> Exercise directions
Every word of the listing must be returned. Retype it exactly.

> Data
________________
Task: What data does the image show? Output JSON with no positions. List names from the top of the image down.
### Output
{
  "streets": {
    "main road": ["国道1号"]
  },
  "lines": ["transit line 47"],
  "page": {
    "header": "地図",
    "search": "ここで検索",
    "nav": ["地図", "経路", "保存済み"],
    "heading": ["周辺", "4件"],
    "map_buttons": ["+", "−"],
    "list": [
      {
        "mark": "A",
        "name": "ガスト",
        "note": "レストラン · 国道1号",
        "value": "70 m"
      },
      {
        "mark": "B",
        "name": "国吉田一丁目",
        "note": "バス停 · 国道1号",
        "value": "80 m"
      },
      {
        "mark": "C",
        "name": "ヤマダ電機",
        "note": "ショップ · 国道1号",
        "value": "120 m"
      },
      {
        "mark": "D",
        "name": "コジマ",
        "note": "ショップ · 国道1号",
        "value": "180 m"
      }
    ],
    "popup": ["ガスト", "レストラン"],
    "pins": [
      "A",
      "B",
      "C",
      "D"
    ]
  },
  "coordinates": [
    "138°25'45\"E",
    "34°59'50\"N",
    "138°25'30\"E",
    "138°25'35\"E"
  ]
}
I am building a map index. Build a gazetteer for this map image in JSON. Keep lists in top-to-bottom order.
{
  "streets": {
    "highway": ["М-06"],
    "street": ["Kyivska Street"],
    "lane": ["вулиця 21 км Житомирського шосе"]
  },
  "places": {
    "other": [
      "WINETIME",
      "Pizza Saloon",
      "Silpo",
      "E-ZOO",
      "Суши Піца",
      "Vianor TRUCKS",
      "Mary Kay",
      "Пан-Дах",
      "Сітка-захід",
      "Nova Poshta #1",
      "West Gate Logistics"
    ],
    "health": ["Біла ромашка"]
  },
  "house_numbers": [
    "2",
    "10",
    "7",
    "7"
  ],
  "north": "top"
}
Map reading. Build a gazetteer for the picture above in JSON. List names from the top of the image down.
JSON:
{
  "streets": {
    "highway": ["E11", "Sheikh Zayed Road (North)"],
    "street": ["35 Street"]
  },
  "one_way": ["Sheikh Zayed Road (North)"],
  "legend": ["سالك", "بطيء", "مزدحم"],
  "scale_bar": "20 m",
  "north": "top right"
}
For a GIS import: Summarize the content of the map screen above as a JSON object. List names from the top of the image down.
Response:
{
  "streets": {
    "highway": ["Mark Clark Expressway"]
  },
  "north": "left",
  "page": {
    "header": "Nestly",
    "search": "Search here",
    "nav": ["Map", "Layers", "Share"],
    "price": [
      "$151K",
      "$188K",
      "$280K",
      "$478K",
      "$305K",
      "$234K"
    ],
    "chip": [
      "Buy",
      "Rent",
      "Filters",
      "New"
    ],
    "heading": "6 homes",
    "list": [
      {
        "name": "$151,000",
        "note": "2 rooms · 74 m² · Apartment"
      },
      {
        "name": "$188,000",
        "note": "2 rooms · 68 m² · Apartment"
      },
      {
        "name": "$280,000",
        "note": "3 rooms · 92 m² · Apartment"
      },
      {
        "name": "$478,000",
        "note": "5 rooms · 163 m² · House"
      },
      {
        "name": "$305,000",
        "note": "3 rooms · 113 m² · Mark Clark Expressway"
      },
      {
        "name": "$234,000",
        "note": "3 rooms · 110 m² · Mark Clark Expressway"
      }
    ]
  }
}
________________
> Written solution
Task: What data does the image show? Output JSON with no positions. List names from the top of the image down.
### Output
{
  "streets": {
    "main road": ["国道1号"]
  },
  "lines": ["transit line 47"],
  "page": {
    "header": "地図",
    "search": "ここで検索",
    "nav": ["地図", "経路", "保存済み"],
    "heading": ["周辺", "4件"],
    "map_buttons": ["+", "−"],
    "list": [
      {
        "mark": "A",
        "name": "ガスト",
        "note": "レストラン · 国道1号",
        "value": "70 m"
      },
      {
        "mark": "B",
        "name": "国吉田一丁目",
        "note": "バス停 · 国道1号",
        "value": "80 m"
      },
      {
        "mark": "C",
        "name": "ヤマダ電機",
        "note": "ショップ · 国道1号",
        "value": "120 m"
      },
      {
        "mark": "D",
        "name": "コジマ",
        "note": "ショップ · 国道1号",
        "value": "180 m"
      }
    ],
    "popup": ["ガスト", "レストラン"],
    "pins": [
      "A",
      "B",
      "C",
      "D"
    ]
  },
  "coordinates": [
    "138°25'45\"E",
    "34°59'50\"N",
    "138°25'30\"E",
    "138°25'35\"E"
  ]
}
I am building a map index. Build a gazetteer for this map image in JSON. Keep lists in top-to-bottom order.
{
  "streets": {
    "highway": ["М-06"],
    "street": ["Kyivska Street"],
    "lane": ["вулиця 21 км Житомирського шосе"]
  },
  "places": {
    "other": [
      "WINETIME",
      "Pizza Saloon",
      "Silpo",
      "E-ZOO",
      "Суши Піца",
      "Vianor TRUCKS",
      "Mary Kay",
      "Пан-Дах",
      "Сітка-захід",
      "Nova Poshta #1",
      "West Gate Logistics"
    ],
    "health": ["Біла ромашка"]
  },
  "house_numbers": [
    "2",
    "10",
    "7",
    "7"
  ],
  "north": "top"
}
Map reading. Build a gazetteer for the picture above in JSON. List names from the top of the image down.
JSON:
{
  "streets": {
    "highway": ["E11", "Sheikh Zayed Road (North)"],
    "street": ["35 Street"]
  },
  "one_way": ["Sheikh Zayed Road (North)"],
  "legend": ["سالك", "بطيء", "مزدحم"],
  "scale_bar": "20 m",
  "north": "top right"
}
For a GIS import: Summarize the content of the map screen above as a JSON object. List names from the top of the image down.
Response:
{
  "streets": {
    "highway": ["Mark Clark Expressway"]
  },
  "north": "left",
  "page": {
    "header": "Nestly",
    "search": "Search here",
    "nav": ["Map", "Layers", "Share"],
    "price": [
      "$151K",
      "$188K",
      "$280K",
      "$478K",
      "$305K",
      "$234K"
    ],
    "chip": [
      "Buy",
      "Rent",
      "Filters",
      "New"
    ],
    "heading": "6 homes",
    "list": [
      {
        "name": "$151,000",
        "note": "2 rooms · 74 m² · Apartment"
      },
      {
        "name": "$188,000",
        "note": "2 rooms · 68 m² · Apartment"
      },
      {
        "name": "$280,000",
        "note": "3 rooms · 92 m² · Apartment"
      },
      {
        "name": "$478,000",
        "note": "5 rooms · 163 m² · House"
      },
      {
        "name": "$305,000",
        "note": "3 rooms · 113 m² · Mark Clark Expressway"
      },
      {
        "name": "$234,000",
        "note": "3 rooms · 110 m² · Mark Clark Expressway"
      }
    ]
  }
}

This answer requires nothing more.